NOTES TO CONSOLIDATED FINANCIAL STATEMENTS

SEPTEMBER 30, 2008

(Unaudited)

NOTE 1 – BASIS OF PRESENTATION

Atlas Pipeline Partners, L.P. (the “Partnership”) is a publicly-traded (NYSE: APL) Delaware limited partnership engaged in the transmission, gathering and processing of natural gas. The Partnership’s operations are conducted through subsidiary entities whose equity interests are owned by Atlas Pipeline Operating Partnership, L.P. (the “Operating Partnership”), a wholly-owned subsidiary of the Partnership. Atlas Pipeline Partners GP, LLC (the “General Partner”), through its general partner interests in the Partnership and the Operating Partnership, owns a 2% general partner interest in the consolidated pipeline operations, through which it manages and effectively controls both the Partnership and the Operating Partnership. The remaining 98% ownership interest in the consolidated pipeline operations consists of limited partner interests. The General Partner also owns 5,754,253 limited partner units in the Partnership. At September 30, 2008, the Partnership had 45,942,808 common limited partnership units, including the 5,754,253 common units held by the General Partner, and 40,000, $1,000 par value cumulative convertible preferred limited partnership units outstanding (see Note 4).

The Partnership’s General Partner is a wholly-owned subsidiary of Atlas Pipeline Holdings, L.P. (“AHD”), a publicly-traded partnership (NYSE: AHD). Atlas America, Inc. and its affiliates (“Atlas America”), a publicly-traded company (NASDAQ: ATLS) which owns a 64.4% ownership interest in AHD at September 30, 2008, also owns 1,112,000 common limited partnership units, representing a 2.3% ownership interest in the Partnership, and a 48.3% ownership interest in Atlas Energy Resources, LLC and subsidiaries (“Atlas Energy”), a publicly-traded company (NYSE: ATN). Substantially all of the natural gas the Partnership transports in the Appalachian basin is derived from wells operated by Atlas Energy.

The accompanying consolidated financial statements, which are unaudited except that the balance sheet at December 31, 2007, is derived from audited financial statements, are presented in accordance with the requirements of Form 10-Q and accounting principles generally accepted in the United States for interim reporting. They do not include all disclosures normally made in financial statements contained in Form 10-K. In management’s opinion, all adjustments necessary for a fair presentation of the Partnership’s financial position, results of operations and cash flows for the periods disclosed have been made. These interim consolidated financial statements should be read in conjunction with the audited financial statements and notes thereto presented in the Partnership’s Annual Report on Form 10-K for the year ended December 31, 2007. The results of operations for the three and nine month periods ended September 30, 2008 may not necessarily be indicative of the results of operations for the full year ending December 31, 2008. Certain amounts in the prior year’s consolidated financial statements have been reclassified to conform to the current year presentation.
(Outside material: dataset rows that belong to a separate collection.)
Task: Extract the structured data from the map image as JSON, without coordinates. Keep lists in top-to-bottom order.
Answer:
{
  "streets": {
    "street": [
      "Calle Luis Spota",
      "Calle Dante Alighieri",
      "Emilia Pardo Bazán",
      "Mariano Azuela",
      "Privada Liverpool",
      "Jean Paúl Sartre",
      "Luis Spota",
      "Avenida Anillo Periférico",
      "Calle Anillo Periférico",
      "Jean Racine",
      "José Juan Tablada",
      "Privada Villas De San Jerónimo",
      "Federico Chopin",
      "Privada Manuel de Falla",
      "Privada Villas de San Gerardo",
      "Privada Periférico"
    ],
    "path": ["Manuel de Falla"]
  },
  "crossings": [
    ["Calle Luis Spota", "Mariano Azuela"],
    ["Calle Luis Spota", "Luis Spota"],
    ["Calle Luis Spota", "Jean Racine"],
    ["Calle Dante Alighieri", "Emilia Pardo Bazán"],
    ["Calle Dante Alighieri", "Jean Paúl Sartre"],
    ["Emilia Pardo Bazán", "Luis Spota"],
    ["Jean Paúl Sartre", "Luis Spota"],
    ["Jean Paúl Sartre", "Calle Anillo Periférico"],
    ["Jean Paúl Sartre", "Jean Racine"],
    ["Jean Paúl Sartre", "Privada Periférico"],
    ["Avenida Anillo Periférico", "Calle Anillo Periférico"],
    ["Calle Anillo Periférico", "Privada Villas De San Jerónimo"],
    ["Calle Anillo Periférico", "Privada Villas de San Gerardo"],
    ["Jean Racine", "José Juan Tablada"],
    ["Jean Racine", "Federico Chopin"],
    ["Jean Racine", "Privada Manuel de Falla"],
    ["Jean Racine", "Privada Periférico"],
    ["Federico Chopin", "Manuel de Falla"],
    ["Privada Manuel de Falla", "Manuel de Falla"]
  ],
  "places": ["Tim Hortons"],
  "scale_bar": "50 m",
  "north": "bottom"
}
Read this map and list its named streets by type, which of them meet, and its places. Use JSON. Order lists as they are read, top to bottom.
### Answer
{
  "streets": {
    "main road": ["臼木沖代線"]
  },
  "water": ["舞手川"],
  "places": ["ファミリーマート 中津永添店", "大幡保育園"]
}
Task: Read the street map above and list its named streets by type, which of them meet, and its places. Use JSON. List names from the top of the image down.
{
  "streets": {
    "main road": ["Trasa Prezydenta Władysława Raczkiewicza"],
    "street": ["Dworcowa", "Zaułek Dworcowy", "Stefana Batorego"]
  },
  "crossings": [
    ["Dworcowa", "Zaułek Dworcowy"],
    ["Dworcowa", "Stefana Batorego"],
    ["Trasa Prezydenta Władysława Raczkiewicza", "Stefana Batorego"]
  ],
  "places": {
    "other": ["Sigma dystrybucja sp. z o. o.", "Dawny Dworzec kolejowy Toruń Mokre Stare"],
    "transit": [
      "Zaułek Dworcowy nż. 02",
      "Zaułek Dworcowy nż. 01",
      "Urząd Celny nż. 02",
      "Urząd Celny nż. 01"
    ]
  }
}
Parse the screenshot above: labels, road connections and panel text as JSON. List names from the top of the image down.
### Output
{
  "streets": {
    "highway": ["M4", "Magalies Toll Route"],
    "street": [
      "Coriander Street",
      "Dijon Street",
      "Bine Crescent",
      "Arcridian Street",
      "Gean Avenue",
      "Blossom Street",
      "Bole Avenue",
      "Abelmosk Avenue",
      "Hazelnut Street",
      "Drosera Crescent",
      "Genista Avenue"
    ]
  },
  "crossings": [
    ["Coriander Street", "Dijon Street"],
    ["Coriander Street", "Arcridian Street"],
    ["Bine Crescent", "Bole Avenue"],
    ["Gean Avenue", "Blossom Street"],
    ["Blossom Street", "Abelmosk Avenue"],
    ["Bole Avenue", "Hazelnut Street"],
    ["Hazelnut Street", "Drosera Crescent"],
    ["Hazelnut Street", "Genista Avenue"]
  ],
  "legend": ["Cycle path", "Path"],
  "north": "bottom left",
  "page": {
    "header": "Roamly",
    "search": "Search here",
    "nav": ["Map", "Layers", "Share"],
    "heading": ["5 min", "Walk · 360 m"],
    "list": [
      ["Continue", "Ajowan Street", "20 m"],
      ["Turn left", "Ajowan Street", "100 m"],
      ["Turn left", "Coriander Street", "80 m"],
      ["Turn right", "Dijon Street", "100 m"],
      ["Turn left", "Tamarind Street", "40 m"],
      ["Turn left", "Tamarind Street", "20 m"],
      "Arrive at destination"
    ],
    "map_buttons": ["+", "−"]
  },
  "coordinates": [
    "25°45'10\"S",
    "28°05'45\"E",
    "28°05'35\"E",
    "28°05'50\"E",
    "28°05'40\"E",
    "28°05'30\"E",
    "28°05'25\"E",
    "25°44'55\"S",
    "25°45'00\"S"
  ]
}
NOTE 2 – SUMMARY OF SIGNIFICANT ACCOUNTING POLICIES

In addition to matters discussed further within this note, a more thorough discussion of the Partnership’s significant accounting policies is included in its audited consolidated financial statements and notes thereto in its annual report on Form 10-K for the year ended December 31, 2007.

Principles of Consolidation and Minority Interest

The consolidated financial statements include the accounts of the Partnership, the Operating Partnership and the Operating Partnership’s wholly-owned and majority-owned subsidiaries. The General Partner’s interest in the Operating Partnership is reported as part of its overall 2% general partner interest in the Partnership. All material intercompany transactions have been eliminated.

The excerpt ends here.